Segment Start: RECORDS PROVIDED
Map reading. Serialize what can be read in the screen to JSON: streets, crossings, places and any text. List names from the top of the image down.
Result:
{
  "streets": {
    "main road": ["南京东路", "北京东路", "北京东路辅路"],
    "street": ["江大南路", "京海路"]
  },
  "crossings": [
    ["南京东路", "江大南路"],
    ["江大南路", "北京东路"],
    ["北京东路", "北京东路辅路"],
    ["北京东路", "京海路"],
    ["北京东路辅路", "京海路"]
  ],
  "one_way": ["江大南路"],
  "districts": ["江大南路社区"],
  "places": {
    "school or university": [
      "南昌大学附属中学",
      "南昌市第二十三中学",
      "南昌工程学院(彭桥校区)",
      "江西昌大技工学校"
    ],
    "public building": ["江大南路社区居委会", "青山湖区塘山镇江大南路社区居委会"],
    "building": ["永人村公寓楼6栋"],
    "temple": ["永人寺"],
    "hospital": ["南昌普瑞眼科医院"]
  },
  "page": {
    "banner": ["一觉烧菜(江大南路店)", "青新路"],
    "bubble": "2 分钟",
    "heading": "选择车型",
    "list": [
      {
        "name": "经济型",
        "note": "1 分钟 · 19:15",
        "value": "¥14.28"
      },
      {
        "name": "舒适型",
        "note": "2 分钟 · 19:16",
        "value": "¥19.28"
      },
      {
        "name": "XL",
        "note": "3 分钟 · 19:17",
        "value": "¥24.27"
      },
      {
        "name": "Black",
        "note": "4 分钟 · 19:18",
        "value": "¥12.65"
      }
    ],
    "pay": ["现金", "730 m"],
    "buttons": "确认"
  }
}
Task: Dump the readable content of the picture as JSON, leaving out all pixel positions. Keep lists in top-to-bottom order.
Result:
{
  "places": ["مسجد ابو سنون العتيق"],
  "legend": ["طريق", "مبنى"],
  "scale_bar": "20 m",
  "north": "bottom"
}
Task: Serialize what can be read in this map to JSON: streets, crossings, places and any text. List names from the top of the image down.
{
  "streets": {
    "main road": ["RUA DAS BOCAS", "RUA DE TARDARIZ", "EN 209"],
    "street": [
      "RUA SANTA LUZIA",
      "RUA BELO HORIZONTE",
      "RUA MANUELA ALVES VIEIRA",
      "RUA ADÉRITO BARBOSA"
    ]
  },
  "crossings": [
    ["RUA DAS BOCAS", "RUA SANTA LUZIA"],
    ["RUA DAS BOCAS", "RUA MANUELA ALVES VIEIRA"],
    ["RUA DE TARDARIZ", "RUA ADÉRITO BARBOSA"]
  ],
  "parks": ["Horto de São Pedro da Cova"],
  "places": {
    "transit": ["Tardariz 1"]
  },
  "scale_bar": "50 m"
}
Segment End: RECORDS PROVIDED
WHAT TO PRODUCE: Copy the records exactly.

RESULT OF THIS TASK:
Map reading. Serialize what can be read in the screen to JSON: streets, crossings, places and any text. List names from the top of the image down.
Result:
{
  "streets": {
    "main road": ["南京东路", "北京东路", "北京东路辅路"],
    "street": ["江大南路", "京海路"]
  },
  "crossings": [
    ["南京东路", "江大南路"],
    ["江大南路", "北京东路"],
    ["北京东路", "北京东路辅路"],
    ["北京东路", "京海路"],
    ["北京东路辅路", "京海路"]
  ],
  "one_way": ["江大南路"],
  "districts": ["江大南路社区"],
  "places": {
    "school or university": [
      "南昌大学附属中学",
      "南昌市第二十三中学",
      "南昌工程学院(彭桥校区)",
      "江西昌大技工学校"
    ],
    "public building": ["江大南路社区居委会", "青山湖区塘山镇江大南路社区居委会"],
    "building": ["永人村公寓楼6栋"],
    "temple": ["永人寺"],
    "hospital": ["南昌普瑞眼科医院"]
  },
  "page": {
    "banner": ["一觉烧菜(江大南路店)", "青新路"],
    "bubble": "2 分钟",
    "heading": "选择车型",
    "list": [
      {
        "name": "经济型",
        "note": "1 分钟 · 19:15",
        "value": "¥14.28"
      },
      {
        "name": "舒适型",
        "note": "2 分钟 · 19:16",
        "value": "¥19.28"
      },
      {
        "name": "XL",
        "note": "3 分钟 · 19:17",
        "value": "¥24.27"
      },
      {
        "name": "Black",
        "note": "4 分钟 · 19:18",
        "value": "¥12.65"
      }
    ],
    "pay": ["现金", "730 m"],
    "buttons": "确认"
  }
}
Task: Dump the readable content of the picture as JSON, leaving out all pixel positions. Keep lists in top-to-bottom order.
Result:
{
  "places": ["مسجد ابو سنون العتيق"],
  "legend": ["طريق", "مبنى"],
  "scale_bar": "20 m",
  "north": "bottom"
}
Task: Serialize what can be read in this map to JSON: streets, crossings, places and any text. List names from the top of the image down.
{
  "streets": {
    "main road": ["RUA DAS BOCAS", "RUA DE TARDARIZ", "EN 209"],
    "street": [
      "RUA SANTA LUZIA",
      "RUA BELO HORIZONTE",
      "RUA MANUELA ALVES VIEIRA",
      "RUA ADÉRITO BARBOSA"
    ]
  },
  "crossings": [
    ["RUA DAS BOCAS", "RUA SANTA LUZIA"],
    ["RUA DAS BOCAS", "RUA MANUELA ALVES VIEIRA"],
    ["RUA DE TARDARIZ", "RUA ADÉRITO BARBOSA"]
  ],
  "parks": ["Horto de São Pedro da Cova"],
  "places": {
    "transit": ["Tardariz 1"]
  },
  "scale_bar": "50 m"
}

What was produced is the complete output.